ACTIVITY:
Print the records below exactly as they appear.

###

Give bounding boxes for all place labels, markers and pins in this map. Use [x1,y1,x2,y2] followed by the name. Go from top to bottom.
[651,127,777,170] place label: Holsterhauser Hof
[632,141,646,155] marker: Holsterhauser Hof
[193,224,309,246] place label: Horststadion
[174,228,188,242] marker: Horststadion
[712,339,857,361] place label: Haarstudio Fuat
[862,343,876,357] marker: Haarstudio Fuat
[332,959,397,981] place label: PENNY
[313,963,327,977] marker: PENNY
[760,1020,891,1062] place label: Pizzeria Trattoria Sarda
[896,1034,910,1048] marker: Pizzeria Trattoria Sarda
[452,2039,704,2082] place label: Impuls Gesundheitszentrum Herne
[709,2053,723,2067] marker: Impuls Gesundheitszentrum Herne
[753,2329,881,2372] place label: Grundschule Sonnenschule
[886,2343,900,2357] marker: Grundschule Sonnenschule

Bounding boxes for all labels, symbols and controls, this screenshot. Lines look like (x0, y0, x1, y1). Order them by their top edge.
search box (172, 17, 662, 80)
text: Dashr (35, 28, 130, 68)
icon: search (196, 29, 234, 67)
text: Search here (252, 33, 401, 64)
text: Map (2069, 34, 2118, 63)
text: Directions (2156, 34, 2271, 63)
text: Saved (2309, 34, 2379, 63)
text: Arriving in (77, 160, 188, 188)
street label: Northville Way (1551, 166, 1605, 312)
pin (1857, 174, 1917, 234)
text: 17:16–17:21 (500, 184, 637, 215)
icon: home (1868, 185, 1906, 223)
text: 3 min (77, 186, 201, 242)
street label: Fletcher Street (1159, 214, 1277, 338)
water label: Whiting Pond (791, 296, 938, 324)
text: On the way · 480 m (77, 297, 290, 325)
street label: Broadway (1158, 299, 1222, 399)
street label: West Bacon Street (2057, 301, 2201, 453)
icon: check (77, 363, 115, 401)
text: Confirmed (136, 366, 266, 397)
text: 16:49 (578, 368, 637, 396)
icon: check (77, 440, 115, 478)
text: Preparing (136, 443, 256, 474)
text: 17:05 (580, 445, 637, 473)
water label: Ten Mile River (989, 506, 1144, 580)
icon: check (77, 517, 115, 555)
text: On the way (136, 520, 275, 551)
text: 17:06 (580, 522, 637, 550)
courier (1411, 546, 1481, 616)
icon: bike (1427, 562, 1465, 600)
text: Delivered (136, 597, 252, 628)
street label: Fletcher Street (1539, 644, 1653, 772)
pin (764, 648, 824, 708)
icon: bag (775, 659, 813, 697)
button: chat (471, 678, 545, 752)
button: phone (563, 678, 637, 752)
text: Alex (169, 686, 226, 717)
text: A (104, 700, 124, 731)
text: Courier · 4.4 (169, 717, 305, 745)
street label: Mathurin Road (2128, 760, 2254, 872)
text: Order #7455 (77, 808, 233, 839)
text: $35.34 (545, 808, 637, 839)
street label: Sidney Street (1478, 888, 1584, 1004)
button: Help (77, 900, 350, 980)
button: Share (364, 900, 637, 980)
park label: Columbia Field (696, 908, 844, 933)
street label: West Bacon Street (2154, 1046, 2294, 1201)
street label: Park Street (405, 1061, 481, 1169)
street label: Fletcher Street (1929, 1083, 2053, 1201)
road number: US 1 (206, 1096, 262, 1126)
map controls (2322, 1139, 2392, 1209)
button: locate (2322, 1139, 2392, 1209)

###

FINISHED TASK:
Give bounding boxes for all place labels, markers and pins in this map. Use [x1,y1,x2,y2] followed by the name. Go from top to bottom.
[651,127,777,170] place label: Holsterhauser Hof
[632,141,646,155] marker: Holsterhauser Hof
[193,224,309,246] place label: Horststadion
[174,228,188,242] marker: Horststadion
[712,339,857,361] place label: Haarstudio Fuat
[862,343,876,357] marker: Haarstudio Fuat
[332,959,397,981] place label: PENNY
[313,963,327,977] marker: PENNY
[760,1020,891,1062] place label: Pizzeria Trattoria Sarda
[896,1034,910,1048] marker: Pizzeria Trattoria Sarda
[452,2039,704,2082] place label: Impuls Gesundheitszentrum Herne
[709,2053,723,2067] marker: Impuls Gesundheitszentrum Herne
[753,2329,881,2372] place label: Grundschule Sonnenschule
[886,2343,900,2357] marker: Grundschule Sonnenschule

Bounding boxes for all labels, symbols and controls, this screenshot. Lines look like (x0, y0, x1, y1). Order them by their top edge.
search box (172, 17, 662, 80)
text: Dashr (35, 28, 130, 68)
icon: search (196, 29, 234, 67)
text: Search here (252, 33, 401, 64)
text: Map (2069, 34, 2118, 63)
text: Directions (2156, 34, 2271, 63)
text: Saved (2309, 34, 2379, 63)
text: Arriving in (77, 160, 188, 188)
street label: Northville Way (1551, 166, 1605, 312)
pin (1857, 174, 1917, 234)
text: 17:16–17:21 (500, 184, 637, 215)
icon: home (1868, 185, 1906, 223)
text: 3 min (77, 186, 201, 242)
street label: Fletcher Street (1159, 214, 1277, 338)
water label: Whiting Pond (791, 296, 938, 324)
text: On the way · 480 m (77, 297, 290, 325)
street label: Broadway (1158, 299, 1222, 399)
street label: West Bacon Street (2057, 301, 2201, 453)
icon: check (77, 363, 115, 401)
text: Confirmed (136, 366, 266, 397)
text: 16:49 (578, 368, 637, 396)
icon: check (77, 440, 115, 478)
text: Preparing (136, 443, 256, 474)
text: 17:05 (580, 445, 637, 473)
water label: Ten Mile River (989, 506, 1144, 580)
icon: check (77, 517, 115, 555)
text: On the way (136, 520, 275, 551)
text: 17:06 (580, 522, 637, 550)
courier (1411, 546, 1481, 616)
icon: bike (1427, 562, 1465, 600)
text: Delivered (136, 597, 252, 628)
street label: Fletcher Street (1539, 644, 1653, 772)
pin (764, 648, 824, 708)
icon: bag (775, 659, 813, 697)
button: chat (471, 678, 545, 752)
button: phone (563, 678, 637, 752)
text: Alex (169, 686, 226, 717)
text: A (104, 700, 124, 731)
text: Courier · 4.4 (169, 717, 305, 745)
street label: Mathurin Road (2128, 760, 2254, 872)
text: Order #7455 (77, 808, 233, 839)
text: $35.34 (545, 808, 637, 839)
street label: Sidney Street (1478, 888, 1584, 1004)
button: Help (77, 900, 350, 980)
button: Share (364, 900, 637, 980)
park label: Columbia Field (696, 908, 844, 933)
street label: West Bacon Street (2154, 1046, 2294, 1201)
street label: Park Street (405, 1061, 481, 1169)
street label: Fletcher Street (1929, 1083, 2053, 1201)
road number: US 1 (206, 1096, 262, 1126)
map controls (2322, 1139, 2392, 1209)
button: locate (2322, 1139, 2392, 1209)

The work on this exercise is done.